**REQUIREMENT:**
The listing below must be repeated word for word, with its images excluded.

--------------------------------------------------

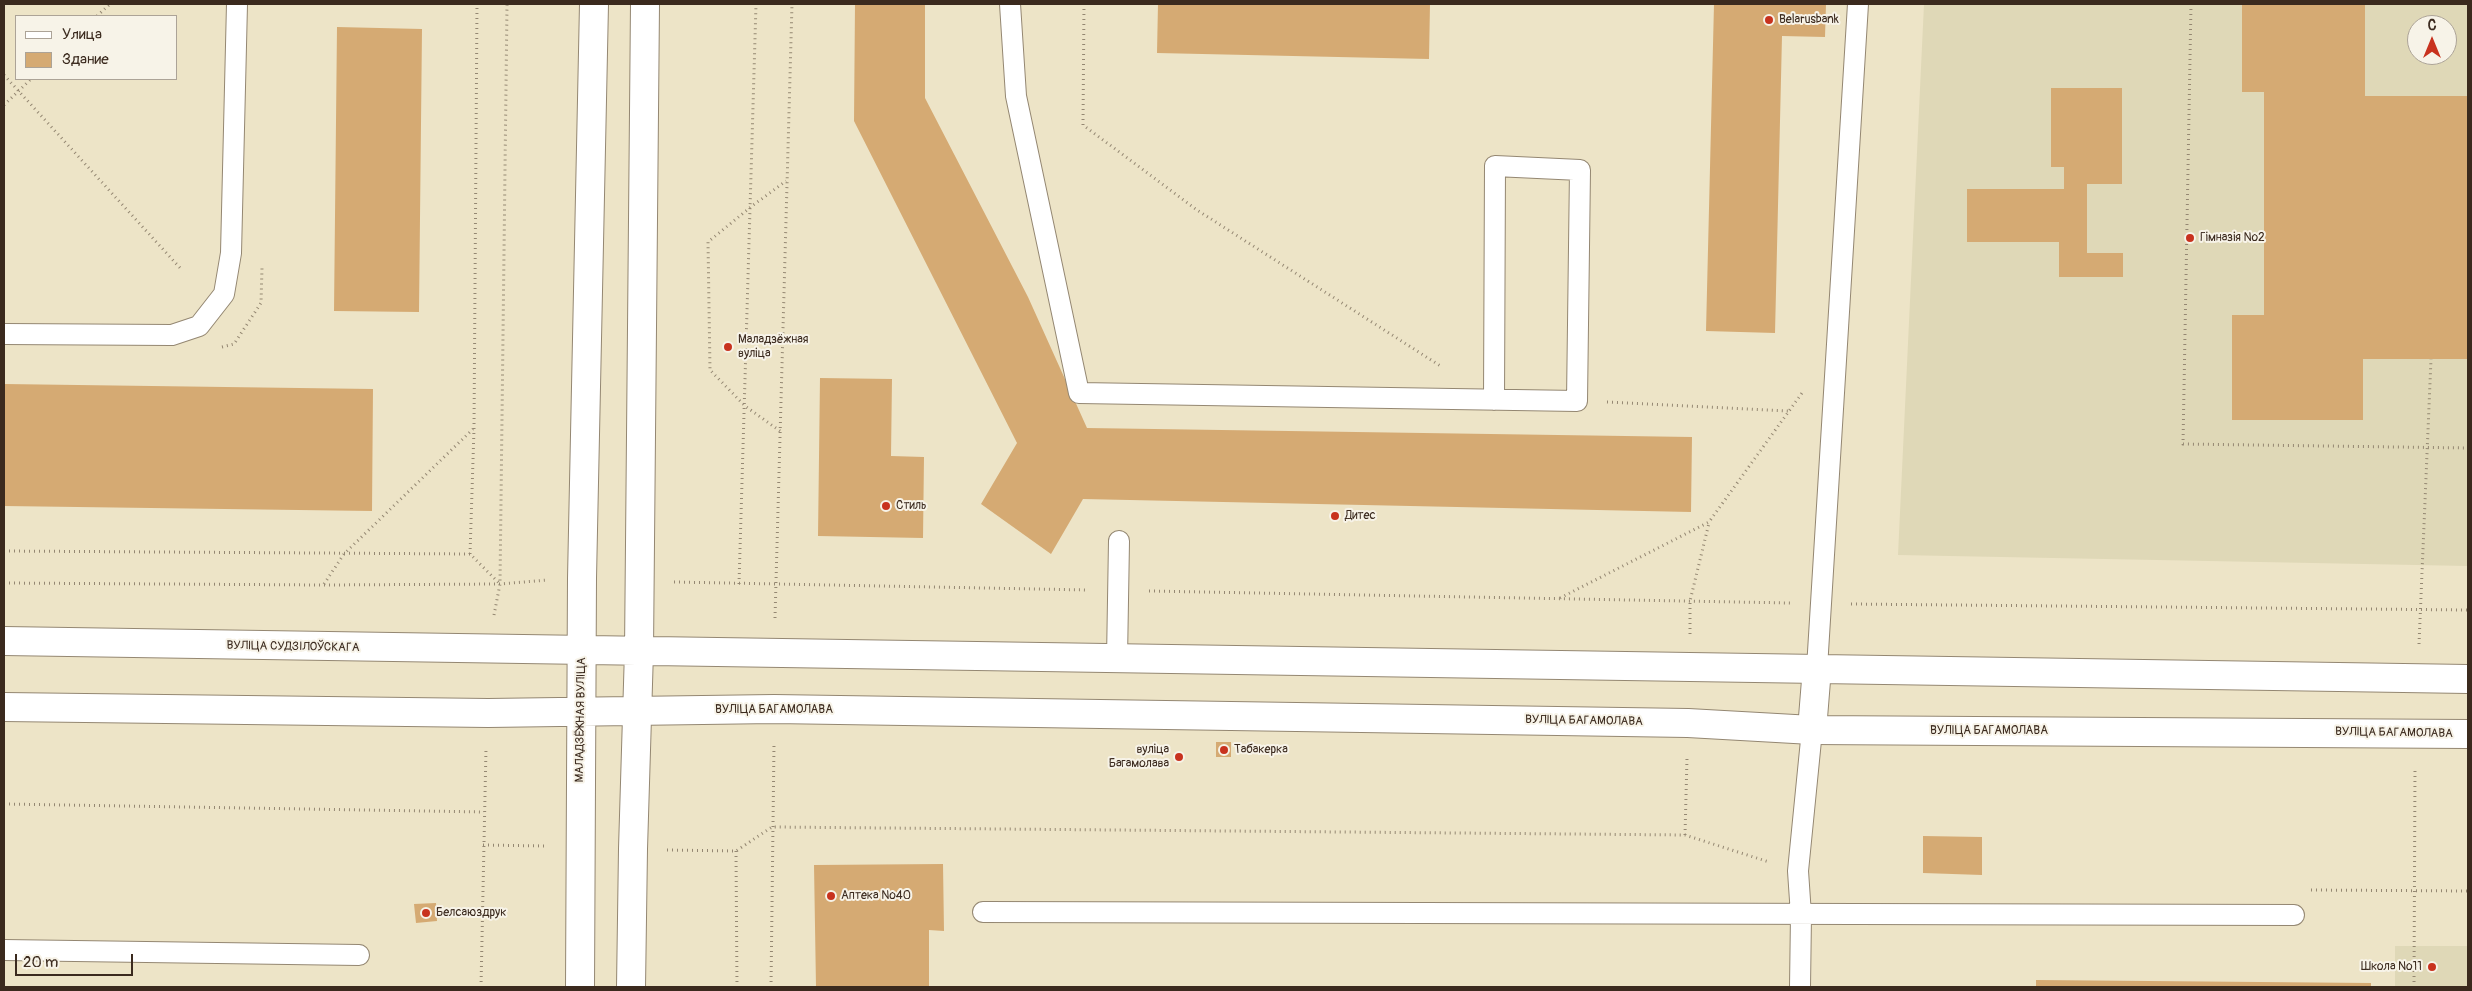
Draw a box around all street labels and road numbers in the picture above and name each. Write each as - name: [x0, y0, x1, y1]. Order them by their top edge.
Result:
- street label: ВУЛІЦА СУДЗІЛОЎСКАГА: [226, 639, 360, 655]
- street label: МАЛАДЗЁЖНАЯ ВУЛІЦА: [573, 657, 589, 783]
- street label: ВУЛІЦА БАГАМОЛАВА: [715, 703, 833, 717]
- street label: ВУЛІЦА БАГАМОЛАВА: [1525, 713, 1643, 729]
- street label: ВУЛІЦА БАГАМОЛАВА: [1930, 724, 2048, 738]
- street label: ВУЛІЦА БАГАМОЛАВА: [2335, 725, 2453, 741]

--------------------------------------------------

**REPLY TO THE EXERCISE:**
Draw a box around all street labels and road numbers in the picture above and name each. Write each as - name: [x0, y0, x1, y1]. Order them by their top edge.
Result:
- street label: ВУЛІЦА СУДЗІЛОЎСКАГА: [226, 639, 360, 655]
- street label: МАЛАДЗЁЖНАЯ ВУЛІЦА: [573, 657, 589, 783]
- street label: ВУЛІЦА БАГАМОЛАВА: [715, 703, 833, 717]
- street label: ВУЛІЦА БАГАМОЛАВА: [1525, 713, 1643, 729]
- street label: ВУЛІЦА БАГАМОЛАВА: [1930, 724, 2048, 738]
- street label: ВУЛІЦА БАГАМОЛАВА: [2335, 725, 2453, 741]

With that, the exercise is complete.